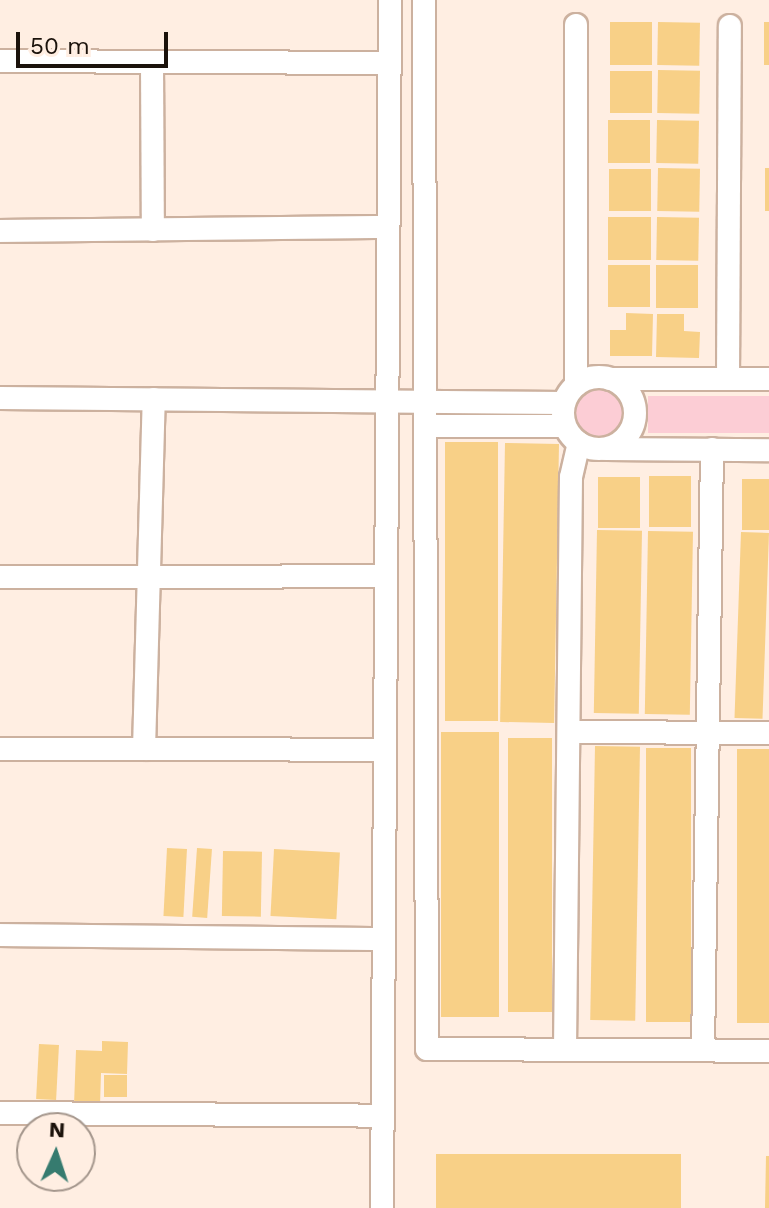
<!DOCTYPE html>
<html>
<head>
<meta charset="utf-8">
<style>
  body { margin:0 }
  #map { position:relative; width:769px; height:1208px; overflow:hidden; background:#ffeee2; font-family:"Work Sans",sans-serif }
  div>[style] { position:absolute }
  .green>* { inset:0; background:#fccdd5; transform-origin:0 0 }
  .round { border-radius:50% }
  .building>* { inset:0; background:#f8d087; transform-origin:0 0 }
  .roads { filter:drop-shadow(2px 0 #ccb19f) drop-shadow(-2px 0 #ccb19f) drop-shadow(0 2px #ccb19f) drop-shadow(0 -2px #ccb19f) }
  .street>* { height:22px; margin:-11px; padding:0 11px; transform-origin:11px; border-radius:11px; background:#fff }
  .street>.ring { margin:-11px; padding:0; box-sizing:content-box; background:none; border:22px solid #fff; border-radius:50% }
  span { translate:-50% -50%; white-space:nowrap; text-align:center; line-height:1.15; -webkit-text-stroke:8px #ffeee2; paint-order:stroke }
  .north { position:absolute; left:16px; top:1112px; width:80px; height:80px; box-sizing:border-box; background:#ffeee2; border:2px solid #a4968c; border-radius:50%; rotate:3deg; font-size:22px; font-weight:700; line-height:32px; text-align:center; color:#1b120b }
  .north::after { content:''; display:block; margin:auto; width:28px; height:36px; background:#367b6f; clip-path:polygon(50% 0,100% 100%,50% 72%,0 100%) }
  .scale { position:absolute; left:16px; top:32px; width:152px; height:36px; box-sizing:border-box; border:4px solid #1b120b; border-top:0; padding-left:10px; font-size:24px; line-height:28px; white-space:nowrap; color:#1b120b; -webkit-text-stroke:6px #ffeee2; paint-order:stroke }
</style>
</head>
<body>
<div id="map">
  <div class="green">
    <div class="round" style="left:575px;top:388px;width:48px;height:48px"></div>
    <div style="left:648px;top:396px;width:121px;height:37px"></div>
  </div>
  <div class="building">
    <div style="left:610px;top:22px;width:42px;height:43px"></div>
    <div style="left:658px;top:22px;width:42px;height:43px;rotate:1deg"></div>
    <div style="left:764px;top:22px;width:5px;height:43px"></div>
    <div style="left:658px;top:70px;width:42px;height:43px;rotate:1deg"></div>
    <div style="left:610px;top:71px;width:42px;height:42px"></div>
    <div style="left:608px;top:120px;width:42px;height:43px"></div>
    <div style="left:657px;top:120px;width:42px;height:43px;rotate:1deg"></div>
    <div style="left:658px;top:168px;width:42px;height:43px;rotate:1deg"></div>
    <div style="left:765px;top:168px;width:4px;height:43px"></div>
    <div style="left:609px;top:169px;width:42px;height:42px"></div>
    <div style="left:608px;top:217px;width:43px;height:43px"></div>
    <div style="left:657px;top:217px;width:42px;height:43px;rotate:1deg"></div>
    <div style="left:608px;top:265px;width:42px;height:42px"></div>
    <div style="left:656px;top:265px;width:42px;height:43px"></div>
    <div style="clip-path:polygon(626px 313px,653px 314px,652px 356px,610px 356px,610px 330px,626px 330px)"></div>
    <div style="clip-path:polygon(657px 314px,684px 314px,684px 331px,700px 332px,699px 358px,656px 357px)"></div>
    <div style="left:445px;top:442px;width:53px;height:279px"></div>
    <div style="left:505px;top:443px;width:54px;height:279px;rotate:1deg"></div>
    <div style="left:649px;top:476px;width:42px;height:51px"></div>
    <div style="left:598px;top:477px;width:42px;height:51px"></div>
    <div style="left:742px;top:479px;width:27px;height:51px"></div>
    <div style="left:597px;top:530px;width:45px;height:183px;rotate:1deg"></div>
    <div style="left:648px;top:531px;width:45px;height:183px;rotate:1deg"></div>
    <div style="left:741px;top:532px;width:28px;height:186px;rotate:2deg"></div>
    <div style="left:441px;top:732px;width:58px;height:285px"></div>
    <div style="left:508px;top:738px;width:44px;height:274px"></div>
    <div style="left:595px;top:746px;width:45px;height:274px;rotate:1deg"></div>
    <div style="left:646px;top:748px;width:45px;height:274px"></div>
    <div style="left:737px;top:749px;width:32px;height:274px"></div>
    <div style="left:167px;top:848px;width:20px;height:68px;rotate:3deg"></div>
    <div style="left:197px;top:848px;width:15px;height:69px;rotate:4deg"></div>
    <div style="left:274px;top:849px;width:66px;height:67px;rotate:3deg"></div>
    <div style="left:223px;top:851px;width:39px;height:65px;rotate:1deg"></div>
    <div style="clip-path:polygon(102px 1041px,128px 1042px,127px 1074px,101px 1073px,100px 1106px,74px 1105px,76px 1050px,102px 1051px)"></div>
    <div style="left:39px;top:1044px;width:20px;height:55px;rotate:3deg"></div>
    <div style="left:104px;top:1075px;width:23px;height:22px"></div>
    <div style="left:681px;top:1154px;width:54px;height:245px;rotate:90deg"></div>
    <div style="clip-path:polygon(766px 1156px,769px 1156px,769px 1208px,765px 1208px)"></div>
  </div>
  <div class="roads">
    <div class="street">
      <div style="left:424px;top:0;width:1049px;rotate:89.84deg"></div>
      <div style="left:427px;top:1049px;width:342px;rotate:0.3deg"></div>
      <div style="left:576px;top:25px;width:360px;rotate:90deg"></div>
      <div style="left:0;top:61px;width:390px;rotate:0.3deg"></div>
      <div style="left:152px;top:62px;width:168px;rotate:89.7deg"></div>
      <div style="left:0;top:231px;width:388px;rotate:-0.6deg"></div>
      <div class="ring" style="left:563px;top:377px;width:50px;height:50px"></div>
      <div style="left:610px;top:379px;width:159px"></div>
      <div style="left:728px;top:379px;width:353px;rotate:-89.7deg"></div>
      <div style="left:0;top:398px;width:564px;rotate:0.51deg"></div>
      <div style="left:425px;top:426px;width:139px"></div>
      <div style="left:606px;top:449px;width:163px;rotate:0.4deg"></div>
      <div style="left:0;top:577px;width:386px;rotate:-0.1deg"></div>
      <div style="left:569px;top:732px;width:200px;rotate:0.3deg"></div>
      <div style="left:0;top:749px;width:385px;rotate:0.1deg"></div>
      <div style="left:144px;top:749px;width:350px;rotate:-88.4deg"></div>
      <div style="left:0;top:935px;width:384px;rotate:0.6deg"></div>
      <div style="left:565px;top:1050px;width:573px;rotate:-89.4deg"></div>
      <div style="left:571px;top:477px;width:35px;rotate:-77deg"></div>
      <div style="left:703px;top:1050px;width:601px;rotate:-89.14deg"></div>
      <div style="left:0;top:1113px;width:383px;rotate:0.4deg"></div>
      <div style="left:382px;top:1208px;width:1208px;rotate:-89.62deg"></div>
    </div>
  </div>
  <div class="north">N</div>
  <div class="scale">50 m</div>
</div>
</body>
</html>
************
(What you are asked to do): Where a line of the records includes "stroke", copy it.

(Output):
  span { translate:-50% -50%; white-space:nowrap; text-align:center; line-height:1.15; -webkit-text-stroke:8px #ffeee2; paint-order:stroke }
  .scale { position:absolute; left:16px; top:32px; width:152px; height:36px; box-sizing:border-box; border:4px solid #1b120b; border-top:0; padding-left:10px; font-size:24px; line-height:28px; white-space:nowrap; color:#1b120b; -webkit-text-stroke:6px #ffeee2; paint-order:stroke }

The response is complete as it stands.